Cassazione Penale, Sez. 4, 11 aprile 2011, n. 14527 - Autogrù e Responsabilità del direttore di cantiere


 

Responsabilità del direttore del cantiere nonchè responsabile della sicurezza della ditta C. perchè, consentendo che l'autogrù mod. PH 45, venisse utilizzata in modo non rispondente alle sue caratteristiche, nonchè non adottando le necessarie misure per assicurare la stabilità del mezzo e del suo carico, cagionava la morte di S. A. che, nell'espletamento della sua attività lavorativa presso il cantiere della ditta C. (ove erano in corso lavori di proseguimento della strada a scorrimento veloce), rimaneva travolto dal ribaltamento del predetto mezzo dovuto al fatto che, per le cause sopradette, andava fuori portata, determinando altresì a F. A. lesioni personali dalle quali derivava una malattia della durata superiore a 40 giorni.

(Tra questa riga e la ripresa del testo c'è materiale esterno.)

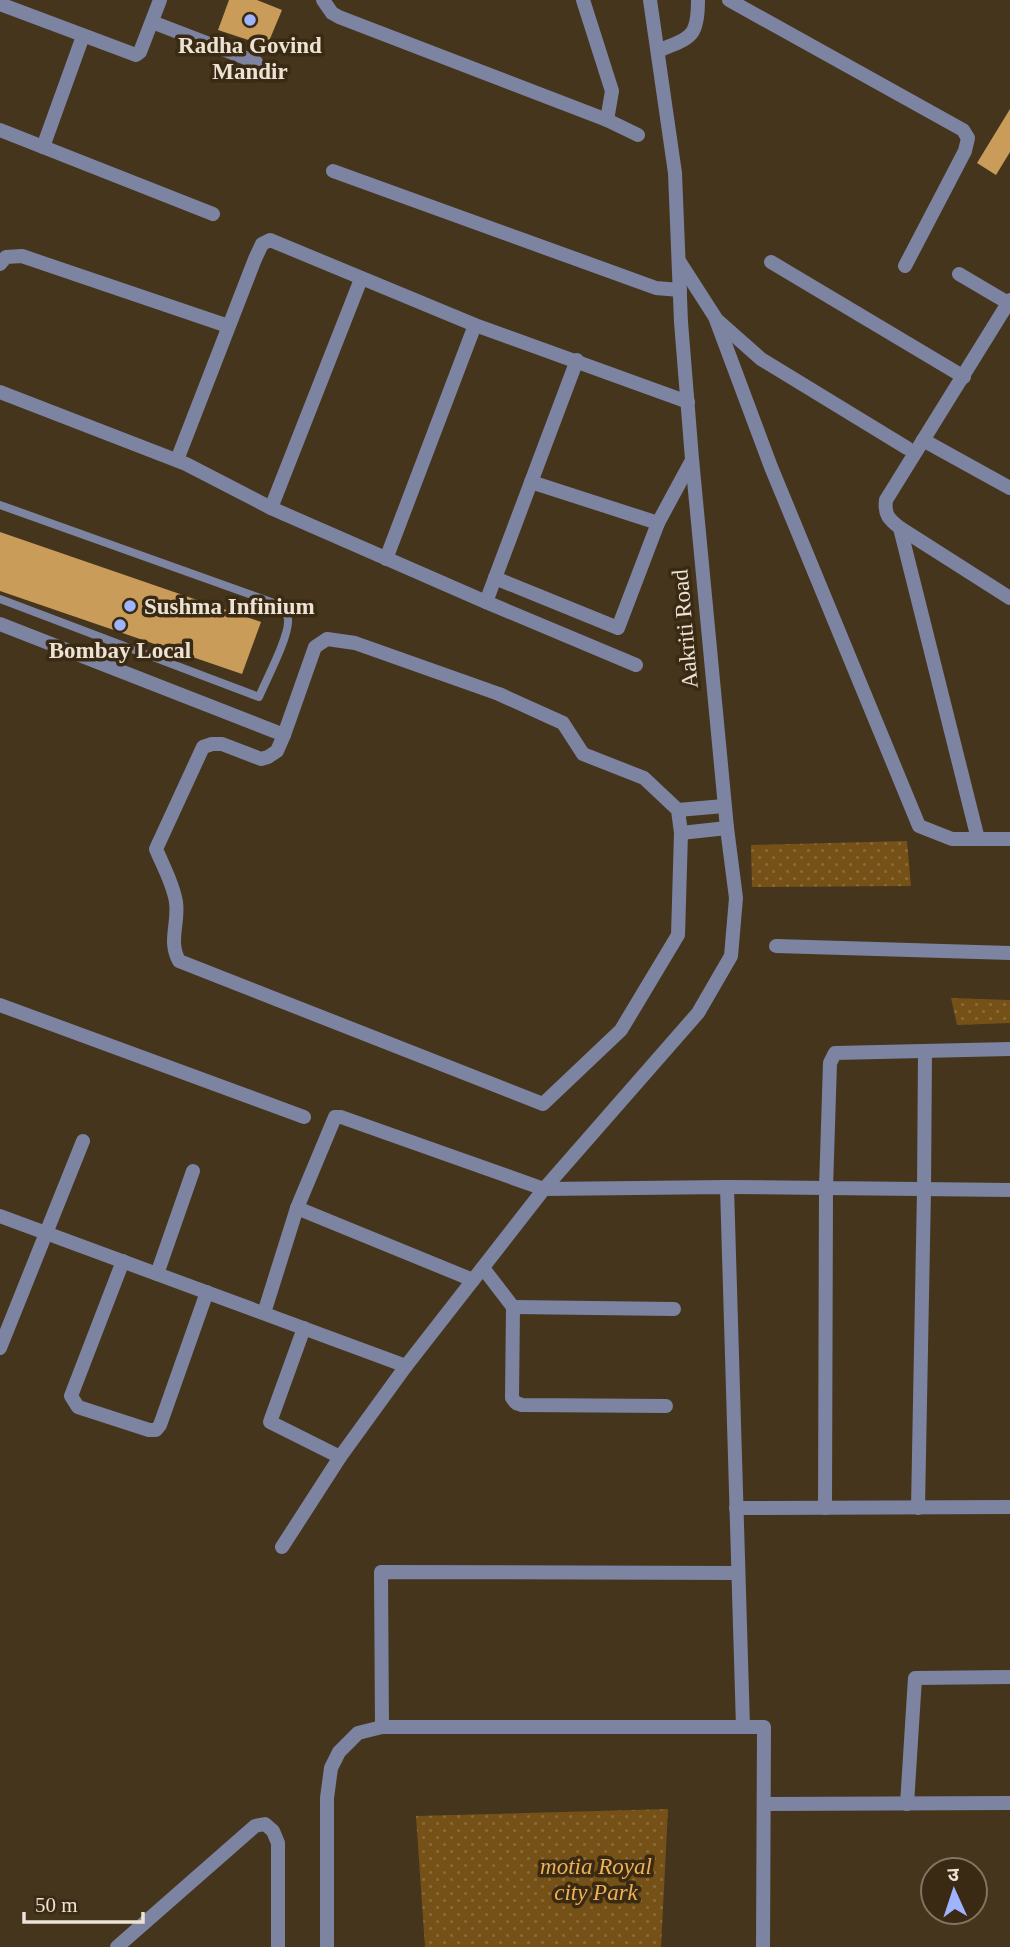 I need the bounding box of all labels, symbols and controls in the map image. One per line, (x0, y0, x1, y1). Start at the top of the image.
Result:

Ricorso in Cassazione - Respinto.

Afferma la Corte che "vanno premessi principi affermati da questa Corte assolutamente pacifici e da questo collegio condivisi, in punto di area di operatività della normativa antinfortunistica: principi in base ai quali, da un lato, la posizione di garante della sicurezza, che l'ordinamento addossa all'imprenditore, non è operativa nei soli confronti dei lavoratori subordinati o dei soggetti a questi equiparati (Decreto del Presidente della Repubblica n. 547 del 1955, articolo 3, comma 2), ma si estende alle persone estranee all'ambito imprenditoriale che possano, comunque, venire a contatto o trovarsi ad operare nel campo di loro funzionalità (confl. Cass. pen., sez. 4A, 4 febbraio 2004, n. 31303); dall'altro, l'obbligo di prevenzione si estende agli incidenti che possono derivare da negligenza, imprudenza e imperizia dell'infortunato, essendo esclusa, la responsabilità del datore di lavoro e, in generale, del destinatario del presidio, solo in presenza di comportamenti che presentino i caratteri dell'eccezionalità, dell'abnormità, dell'esorbitanza rispetto al procedimento lavorativo, alle direttive organizzative ricevute e alla comune prudenza. Ed è significativo che in ogni caso, nell'ipotesi di infortunio sul lavoro originato dall'assenza o dall'inidoneità delle misure di prevenzione, nessuna efficacia causale viene attribuita al comportamento del lavoratore infortunato, che abbia dato occasione all'evento, quando questo sia da ricondurre, comunque, alla mancanza o insufficienza di quelle cautele che, se adottate, sarebbero valse a neutralizzare proprio il rischio di siffatto comportamento (confl. Cass. pen. n. 31303 del 2004 cit.).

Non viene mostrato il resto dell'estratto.